Stored data
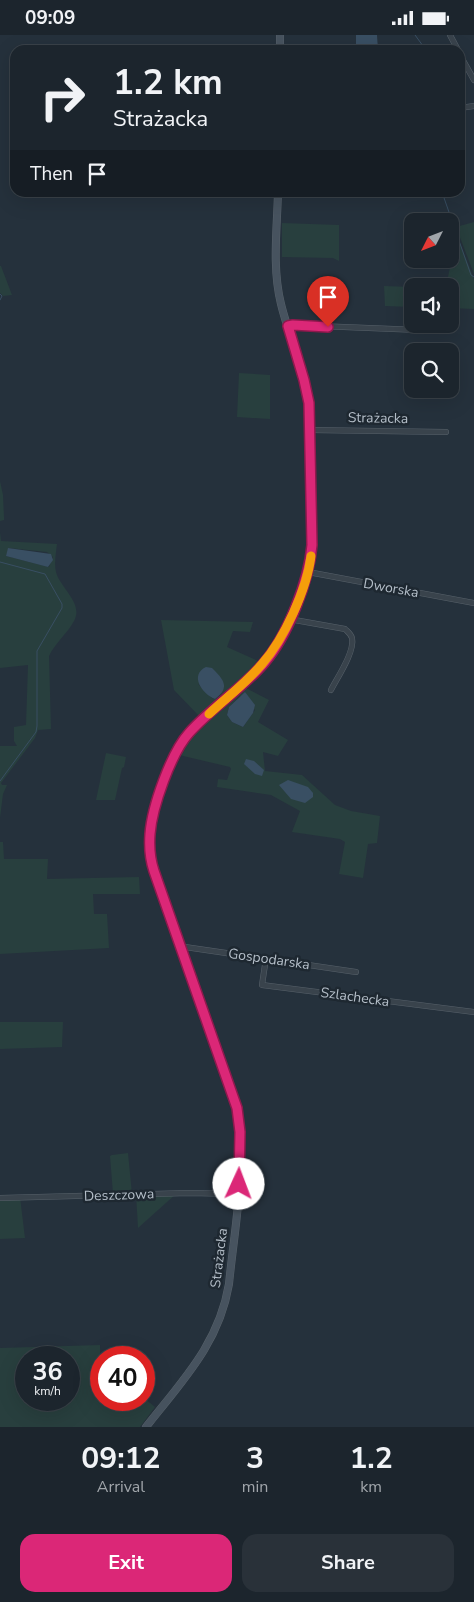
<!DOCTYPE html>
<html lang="en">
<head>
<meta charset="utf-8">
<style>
	body { margin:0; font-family:"Nunito Sans",sans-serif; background:#293139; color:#f1f3f6; height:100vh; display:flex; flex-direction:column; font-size:19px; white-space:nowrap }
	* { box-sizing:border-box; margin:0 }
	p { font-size:16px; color:#a0a5aa }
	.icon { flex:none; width:28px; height:28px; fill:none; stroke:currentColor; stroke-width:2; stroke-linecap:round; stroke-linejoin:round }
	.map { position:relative; height:1392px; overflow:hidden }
	.side { display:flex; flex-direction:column; background:#1c252d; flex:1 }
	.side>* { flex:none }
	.guide { position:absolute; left:10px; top:10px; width:455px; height:152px; border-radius:15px; box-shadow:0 5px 20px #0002,0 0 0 1px #3a4249; background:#1c252d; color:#f1f3f6; overflow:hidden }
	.needle { width:32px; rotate:228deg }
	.fabs { position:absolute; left:404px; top:178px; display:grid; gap:10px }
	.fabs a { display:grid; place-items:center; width:55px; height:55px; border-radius:10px; background:#1c252d; box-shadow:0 5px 20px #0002,0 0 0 1px #3a4249; font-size:25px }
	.speed { position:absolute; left:15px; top:1311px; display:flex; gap:10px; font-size:25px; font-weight:700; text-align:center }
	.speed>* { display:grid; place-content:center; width:65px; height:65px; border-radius:50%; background:#1c252d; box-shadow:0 5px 20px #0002,0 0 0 1px #3a4249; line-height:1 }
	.speed small { font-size:12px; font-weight:400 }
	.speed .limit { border:8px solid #d22; background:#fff; color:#111 }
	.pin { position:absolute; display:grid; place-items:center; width:42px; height:42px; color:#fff; margin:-51px -21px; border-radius:50% 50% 50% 0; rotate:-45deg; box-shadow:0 0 5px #0007 }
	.pin .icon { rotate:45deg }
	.me { position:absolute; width:55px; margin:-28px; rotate:2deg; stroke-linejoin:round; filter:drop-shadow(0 0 4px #0008) }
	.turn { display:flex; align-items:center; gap:18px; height:105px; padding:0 20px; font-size:22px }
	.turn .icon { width:65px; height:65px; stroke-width:2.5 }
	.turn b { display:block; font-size:35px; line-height:42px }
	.then { display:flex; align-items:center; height:48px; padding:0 20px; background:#0003; gap:10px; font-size:19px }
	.eta { display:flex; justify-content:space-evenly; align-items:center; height:85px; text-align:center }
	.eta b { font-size:30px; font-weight:700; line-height:35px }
	.cta { display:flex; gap:10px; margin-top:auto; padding:10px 20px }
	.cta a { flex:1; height:58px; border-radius:15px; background:#db2777; color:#fff; font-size:20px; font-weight:700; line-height:58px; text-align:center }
	.cta a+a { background:#293139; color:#f1f3f6 }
	.status { display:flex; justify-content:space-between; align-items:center; height:35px; padding:0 25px; background:#1c252d; direction:ltr }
	.status svg { height:14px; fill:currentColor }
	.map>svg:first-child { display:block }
	.green { fill:#283f3e; fill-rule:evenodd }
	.water { fill:#394f63 }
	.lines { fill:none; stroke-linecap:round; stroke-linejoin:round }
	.stream { stroke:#394f63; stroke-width:1 }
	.street-casing { stroke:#57616a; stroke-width:6 }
	.secondary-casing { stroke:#57616a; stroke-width:8 }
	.street { stroke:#39434c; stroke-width:5 }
	.secondary { stroke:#47535f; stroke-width:7 }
	.route-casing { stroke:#8e194d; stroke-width:12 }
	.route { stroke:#db2777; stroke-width:9 }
	.slow { stroke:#f59e0b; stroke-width:9 }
	.labels { text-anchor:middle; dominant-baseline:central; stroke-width:5; stroke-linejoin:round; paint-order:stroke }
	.street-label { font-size:14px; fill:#b4bec8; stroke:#1e2831 }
</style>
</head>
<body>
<div class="status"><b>09:09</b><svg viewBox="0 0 49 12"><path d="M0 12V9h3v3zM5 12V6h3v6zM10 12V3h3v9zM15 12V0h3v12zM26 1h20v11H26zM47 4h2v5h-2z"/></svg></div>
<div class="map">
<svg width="474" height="1392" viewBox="0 0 474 1392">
	<rect width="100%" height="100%" fill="#25313c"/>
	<g class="green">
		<polygon points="474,187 474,239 456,192"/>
		<polygon points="282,188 339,190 339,226 333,223 282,222"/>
		<polygon points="457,200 474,244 474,274 450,273 450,251 446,251"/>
		<polygon points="0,231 1,231 12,260 3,261 0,258"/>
		<polygon points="384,251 412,252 412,272 385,271"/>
		<polygon points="239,338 270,340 270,384 237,382"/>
		<polygon points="0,446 3,460 4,482 4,485 0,486"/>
		<path d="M0,497L1,506L57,509C56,517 54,529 56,537C60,553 84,568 74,586C67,599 55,608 49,621L51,694L38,695L35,703L1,748L2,750H7L3,759L0,783V711H17L14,706V692L26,690L28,630L0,633ZM9,513L47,517L53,522L49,532L6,521Z"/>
		<path d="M161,585L253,587L250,597L233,596L227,612L258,626V628L200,682L174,655ZM198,649L222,659L215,664L212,663Z"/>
		<path d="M244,652L269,665L258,687L288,705L278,721L263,717L265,736L302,740L335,770L351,776L380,781L377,808L368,809L363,843L339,839L345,807L340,804L292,797L300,776L271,760L217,752L218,744L227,745L231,734L230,732L179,720L189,705ZM240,661L255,675L243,692L232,687L227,680L229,672Z"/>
		<polygon points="106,718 126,722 124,732 122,733 115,765 96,765"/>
		<polygon points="0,807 3,807 4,824 48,824 47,844 139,842 140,859 93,859 94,879 107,879 109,913 0,919"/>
		<polygon points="0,987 63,987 62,1012 0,1014"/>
		<polygon points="128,1118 132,1159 113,1159 110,1121 112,1120"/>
		<polygon points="177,1158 138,1193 136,1159"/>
		<polygon points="20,1162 25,1203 0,1204 0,1163"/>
		<path d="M100,1310L101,1365H144V1363L155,1372L140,1392H0V1313ZM26,1322H69V1365H26Z"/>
	</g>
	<g class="water">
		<polygon points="356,0 377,0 378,15 356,15"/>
		<polygon points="8,513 51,519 53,525 48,532 6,521"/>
		<path d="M206,632L212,633C223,644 231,652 215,664C202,659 189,640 206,632Z"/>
		<polygon points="245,657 255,670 253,678 243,692 232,687 227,680 229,672"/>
		<polygon points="246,724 254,726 264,735 262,741 255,739 244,729"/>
		<polygon points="288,745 308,752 313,758 313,762 305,768 291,764 279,750"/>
	</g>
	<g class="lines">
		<g class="stream">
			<polyline points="415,0 426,15"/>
			<polyline points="460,64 463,70"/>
			<polyline points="447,158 443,160 471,240 474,242"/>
			<polyline points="0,259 2,261 0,265"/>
			<polyline points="0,527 45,539 62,569 62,573 37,616 37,691 36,697 0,746"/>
		</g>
		<g class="street-casing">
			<g id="street">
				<polyline points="450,0 458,15"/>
				<polyline points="460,20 474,45"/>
				<polyline points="460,73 474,71"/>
				<polyline points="288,291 293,290 444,296"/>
				<polyline points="310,395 446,397"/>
				<polyline points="308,537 474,568"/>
				<path d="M289,584L345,594C348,597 351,599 352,603C355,617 337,643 331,655"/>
				<polyline points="181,913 185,912 356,937"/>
				<polyline points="266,923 262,950 474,977"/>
				<polyline points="0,1163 189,1158 238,1159"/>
			</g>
		</g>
		<g class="secondary-casing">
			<g id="secondary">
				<polyline points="280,15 280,0"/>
				<path d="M146,1392C182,1346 219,1309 229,1249C235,1188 249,1122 234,1062L152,831L149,806L152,785L165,744L178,714L191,696L256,636L270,620L282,600L305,547L310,525L312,504L309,368C304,334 289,302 281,269C272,233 277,194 278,158"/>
			</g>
		</g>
		<use href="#street" class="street"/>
		<use href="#secondary" class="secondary"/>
	</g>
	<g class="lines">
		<g class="route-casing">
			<path id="route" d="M239,1149L240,1097L237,1073L154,836C150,824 149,812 150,799C152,772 171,718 189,698C212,672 242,654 264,628C288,600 309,546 312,510L309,368L304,345L288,291L293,290L328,292"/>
		</g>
		<use href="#route" class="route"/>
		<path class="slow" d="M209,679C226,663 246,648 262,629C284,604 307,554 311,521"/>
	</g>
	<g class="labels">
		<g class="street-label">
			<text transform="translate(378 383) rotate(1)">Strażacka</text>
			<text transform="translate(391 553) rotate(10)">Dworska</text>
			<text transform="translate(269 924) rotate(8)">Gospodarska</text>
			<text transform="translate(355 962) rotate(8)">Szlachecka</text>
			<text transform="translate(119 1160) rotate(-2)">Deszczowa</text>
			<text transform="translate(219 1223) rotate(-83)">Strażacka</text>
		</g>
	</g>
</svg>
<div class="fabs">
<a><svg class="needle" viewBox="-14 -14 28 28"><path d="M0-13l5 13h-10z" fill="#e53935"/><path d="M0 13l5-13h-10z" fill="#a0a5aa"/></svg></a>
<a><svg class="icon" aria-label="sound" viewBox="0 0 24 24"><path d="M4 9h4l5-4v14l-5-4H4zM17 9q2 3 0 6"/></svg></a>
<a><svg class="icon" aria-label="search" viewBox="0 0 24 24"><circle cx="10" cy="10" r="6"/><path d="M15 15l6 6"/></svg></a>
</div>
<div class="speed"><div>36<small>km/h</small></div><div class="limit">40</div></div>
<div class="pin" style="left:328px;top:292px;background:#d93025"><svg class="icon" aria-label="arrive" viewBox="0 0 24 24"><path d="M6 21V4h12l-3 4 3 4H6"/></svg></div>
<svg class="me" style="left:239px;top:1149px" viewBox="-20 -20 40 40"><circle r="19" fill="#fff"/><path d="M0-13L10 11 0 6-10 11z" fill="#db2777"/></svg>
<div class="guide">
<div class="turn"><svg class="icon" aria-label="right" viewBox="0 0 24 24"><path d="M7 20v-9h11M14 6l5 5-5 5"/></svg><div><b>1.2 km</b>Strażacka</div></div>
<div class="then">Then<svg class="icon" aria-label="arrive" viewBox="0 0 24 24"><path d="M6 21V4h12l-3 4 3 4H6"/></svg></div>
</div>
</div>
<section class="side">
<div class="eta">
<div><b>09:12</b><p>Arrival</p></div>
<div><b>3</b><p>min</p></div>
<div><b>1.2</b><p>km</p></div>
</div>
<div class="cta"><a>Exit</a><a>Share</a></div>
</section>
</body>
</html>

#### [Prompt]
Check each line above for the string "linecap", then copy the ones that have it.

#### [Solution to this exercise]
	.icon { flex:none; width:28px; height:28px; fill:none; stroke:currentColor; stroke-width:2; stroke-linecap:round; stroke-linejoin:round }
	.lines { fill:none; stroke-linecap:round; stroke-linejoin:round }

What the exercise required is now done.